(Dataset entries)
========================
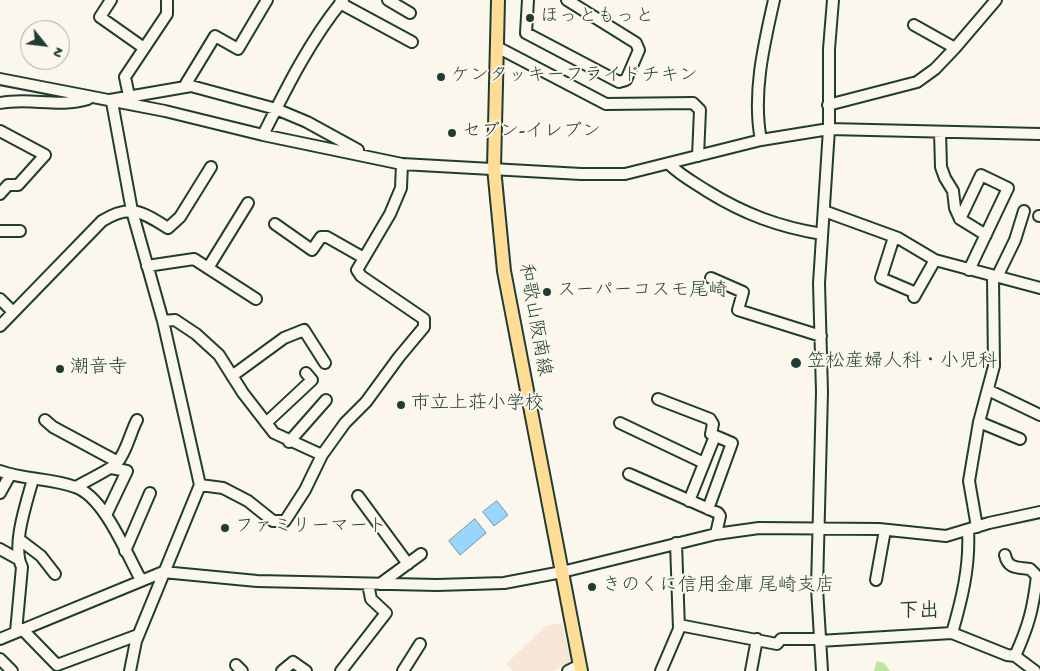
<!DOCTYPE html>
<html>
<head>
<meta charset="utf-8">
<style>
  body { margin:0 }
  #map { position:relative; width:1040px; height:671px; overflow:hidden; background:#fbf7ec; font-family:"Gochi Hand",sans-serif }
  canvas { display:block }
  .north { position:absolute; left:20px; top:20px; width:50px; height:50px; box-sizing:border-box; background:#fbf7ec; border:1px solid #a3ada2; border-radius:50%; rotate:119deg; font-size:14px; font-weight:700; line-height:20px; text-align:center; color:#1f3d34 }
  .north::after { content:''; display:block; margin:auto; width:18px; height:22px; background:#1f3d34; clip-path:polygon(50% 0,100% 100%,50% 72%,0 100%) }
</style>
</head>
<body>
<div id="map">
<canvas width="1040" height="671"></canvas>
<div class="north">N</div>
</div>
<script>
const ctx = document.querySelector('canvas').getContext('2d');
ctx.lineJoin = 'round';
function fillPath(path, color) {
  ctx.fillStyle = color;
  ctx.fill(path, 'evenodd');
}
function stroke(path, color, width, dash) {
  ctx.strokeStyle = color;
  ctx.lineWidth = width;
  ctx.lineCap = dash ? 'butt' : 'round';
  ctx.setLineDash(dash || []);
  ctx.stroke(path);
}
function drawText(font, color, halo, rows, align = 'center') {
  ctx.font = font + ' "Gochi Hand","Klee One",sans-serif';
  ctx.lineWidth = 4;
  ctx.setLineDash([]);
  ctx.textBaseline = 'middle';
  ctx.strokeStyle = halo;
  ctx.fillStyle = color;
  for (const [text, x, y, turn = 0] of rows) {
    ctx.save();
    ctx.translate(x, y);
    ctx.rotate((+turn || 0) * Math.PI / 180);
    ctx.textAlign = isNaN(turn) ? turn : align;
    if (halo) ctx.strokeText(text, 0, 0);
    ctx.fillText(text, 0, 0);
    ctx.restore();
  }
}
const built = new Path2D(`
  M562,623l9,39 -17,9h-41l-7,-7 40,-38z`);
const green = new Path2D(`
  M877,661l7,2 6,8h-16z`);
const water = new Path2D(`
  M497,501l11,14 -14,11 -11,-14z
  M475,519l11,14 -26,22 -11,-14z`);
const minor = new Path2D(`
  M111,0l-11,17 44,31
  M388,0l22,13
  M528,0l-2,33 93,49 7,-2 13,-30 -3,-7 -69,-43
  M340,3l72,39
  M914,25l41,23
  M497,47l109,57 87,-1 7,7 -2,46
  M0,79l165,32 98,24 139,29 179,10h44l136,-34 68,-11 211,5
  M184,87l31,-51 23,13 29,-49
  M129,96l-4,-19 42,-63v-14
  M110,100l81,-14 85,23 31,13 51,28
  M112,102l20,109 31,110 37,164 -64,156 -6,30
  M0,103c30,-6 58,5 88,-4
  M828,105l89,-23 18,-13 20,-21 41,-48
  M0,131l45,24 -27,30h-10l-8,9
  M940,132l1,35 4,11 8,13 2,17 5,11
  M263,135c23,-46 47,-95 80,-135
  M761,140c-9,-46 3,-96 13,-140
  M669,164c11,11 24,18 38,27 37,23 72,36 115,43
  M824,211l74,27 37,22 105,28
  M1039,216h1
  M275,224l37,26 9,-13h6l37,21
  M0,231h20
  M894,237l-13,41 35,15
  M147,266l47,-7 62,40
  M208,268l40,-65
  M969,270l39,-82 -27,-13 -21,44 26,16
  M997,277l18,-37 9,-29
  M711,278l32,14 -5,18 83,26
  M914,297l21,-37
  M0,299l13,13
  M163,321l12,-1 21,14 23,21 24,38 31,40 48,22
  M0,326l102,-105c28,-18 40,-9 66,7l12,-11 31,-50
  M232,376l52,-38 20,-8 21,33
  M988,390l52,25
  M658,399l52,20 3,5 -2,10 21,9 -24,66
  M45,420l8,7 65,35
  M979,422l41,17
  M266,423l46,-43 -6,-7
  M620,423l84,40
  M289,442l37,-42
  M0,471c24,9 51,7 75,16 29,9 52,68 66,93
  M629,474l89,39 2,3 -4,18
  M200,485l23,3 25,13 25,20h12l20,-31 17,-35 23,-32 21,-21 33,-45 25,-30v-8l-63,-43 -4,-6 33,-56 11,-26 1,-24
  M76,487c8,-5 37,-19 41,-24 10,-12 13,-30 20,-43
  M0,493l10,-18
  M358,496l50,68
  M689,501l26,-65
  M106,515l21,-44 -16,-3
  M977,527l-8,-46 10,-59 15,-56 -1,-89
  M20,540l21,16 14,18
  M0,549l18,10
  M125,551l25,-58
  M1005,555c3,14 12,12 25,14l7,7c-4,33 -8,49 -22,80
  M876,580l9,-50
  M380,584l41,-30
  M679,625l98,19 4,-5h37
  M22,629l35,36 81,-30
  M16,632l6,-65c-11,-20 5,-66 11,-88
  M952,633c10,-34 18,-67 16,-102
  M0,639l163,-67 94,9 180,4 67,-2 58,-11 154,-38 43,-6 120,1 67,7 43,-13 51,-11
  M819,641l133,-8 55,22 8,1 20,15
  M0,659l12,12
  M236,665l6,6
  M282,671l11,-9 13,9
  M341,671l45,-58 -15,-14 -3,-15
  M403,671l17,-27
  M568,671l12,-6
  M661,671l18,-42 -3,-86
  M751,671l6,-32
  M822,671l-5,-83 5,-196 -3,-109 10,-154v-80l4,-49`);
const major = new Path2D(`
  M498,0l-4,168 10,103 77,400`);
const markers = [
  [530,18,5,"#1f3d34"],
  [441,77,5,"#1f3d34"],
  [452,133,5,"#1f3d34"],
  [547,292,5,"#1f3d34"],
  [796,363,6,"#1f3d34"],
  [60,369,5,"#1f3d34"],
  [401,405,5,"#1f3d34"],
  [225,528,5,"#1f3d34"],
  [592,587,5,"#1f3d34"]
];
const poiNames = [
  ["ほっともっと",540,18],
  ["ケンタッキーフライドチキン",451,77],
  ["セブン-イレブン",462,133],
  ["スーパーコスモ尾崎",557,292],
  ["笠松産婦人科・小児科",807,363],
  ["潮音寺",70,369],
  ["市立上荘小学校",411,405],
  ["ファミリーマート",235,528],
  ["きのくに信用金庫 尾崎支店",602,587]
];
const streetNames = [
  ["和歌山阪南線",533,320,80]
];
const neighbourhoodNames = [
  ["下出",919,613]
];
fillPath(built, '#f7e5d5');
fillPath(green, '#c0e5a0');
fillPath(water, '#9cd5fc');
stroke(water, '#6a98ac', 1);
stroke(minor, '#1f3d34', 14);
stroke(major, '#1f3d34', 16);
stroke(minor, '#fbf7ec', 10);
stroke(major, '#ffdd96', 12);
for (const [x, y, r, color] of markers) {
  const dot = new Path2D();
  dot.arc(x, y, r, 0, 2 * Math.PI);
  ctx.fillStyle = color;
  ctx.fill(dot);
  stroke(dot, '#fbf7ec', 2);
}
drawText('19px', '#1f3d34', '#fbf7ec', poiNames, 'left');
drawText('19px', '#1f3d34', '#fbf7ec', streetNames);
drawText('bold 20px', '#1f3d34', '#fbf7ec', neighbourhoodNames);
</script>
</body>
</html>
========================
Aim of the exercise: Your answer must be the line holding "M22,629l35,36 81,-30" plus every later line to the end of the records, copied exactly.

Answer for this exercise:
  M22,629l35,36 81,-30
  M16,632l6,-65c-11,-20 5,-66 11,-88
  M952,633c10,-34 18,-67 16,-102
  M0,639l163,-67 94,9 180,4 67,-2 58,-11 154,-38 43,-6 120,1 67,7 43,-13 51,-11
  M819,641l133,-8 55,22 8,1 20,15
  M0,659l12,12
  M236,665l6,6
  M282,671l11,-9 13,9
  M341,671l45,-58 -15,-14 -3,-15
  M403,671l17,-27
  M568,671l12,-6
  M661,671l18,-42 -3,-86
  M751,671l6,-32
  M822,671l-5,-83 5,-196 -3,-109 10,-154v-80l4,-49`);
const major = new Path2D(`
  M498,0l-4,168 10,103 77,400`);
const markers = [
  [530,18,5,"#1f3d34"],
  [441,77,5,"#1f3d34"],
  [452,133,5,"#1f3d34"],
  [547,292,5,"#1f3d34"],
  [796,363,6,"#1f3d34"],
  [60,369,5,"#1f3d34"],
  [401,405,5,"#1f3d34"],
  [225,528,5,"#1f3d34"],
  [592,587,5,"#1f3d34"]
];
const poiNames = [
  ["ほっともっと",540,18],
  ["ケンタッキーフライドチキン",451,77],
  ["セブン-イレブン",462,133],
  ["スーパーコスモ尾崎",557,292],
  ["笠松産婦人科・小児科",807,363],
  ["潮音寺",70,369],
  ["市立上荘小学校",411,405],
  ["ファミリーマート",235,528],
  ["きのくに信用金庫 尾崎支店",602,587]
];
const streetNames = [
  ["和歌山阪南線",533,320,80]
];
const neighbourhoodNames = [
  ["下出",919,613]
];
fillPath(built, '#f7e5d5');
fillPath(green, '#c0e5a0');
fillPath(water, '#9cd5fc');
stroke(water, '#6a98ac', 1);
stroke(minor, '#1f3d34', 14);
stroke(major, '#1f3d34', 16);
stroke(minor, '#fbf7ec', 10);
stroke(major, '#ffdd96', 12);
for (const [x, y, r, color] of markers) {
  const dot = new Path2D();
  dot.arc(x, y, r, 0, 2 * Math.PI);
  ctx.fillStyle = color;
  ctx.fill(dot);
  stroke(dot, '#fbf7ec', 2);
}
drawText('19px', '#1f3d34', '#fbf7ec', poiNames, 'left');
drawText('19px', '#1f3d34', '#fbf7ec', streetNames);
drawText('bold 20px', '#1f3d34', '#fbf7ec', neighbourhoodNames);
</script>
</body>
</html>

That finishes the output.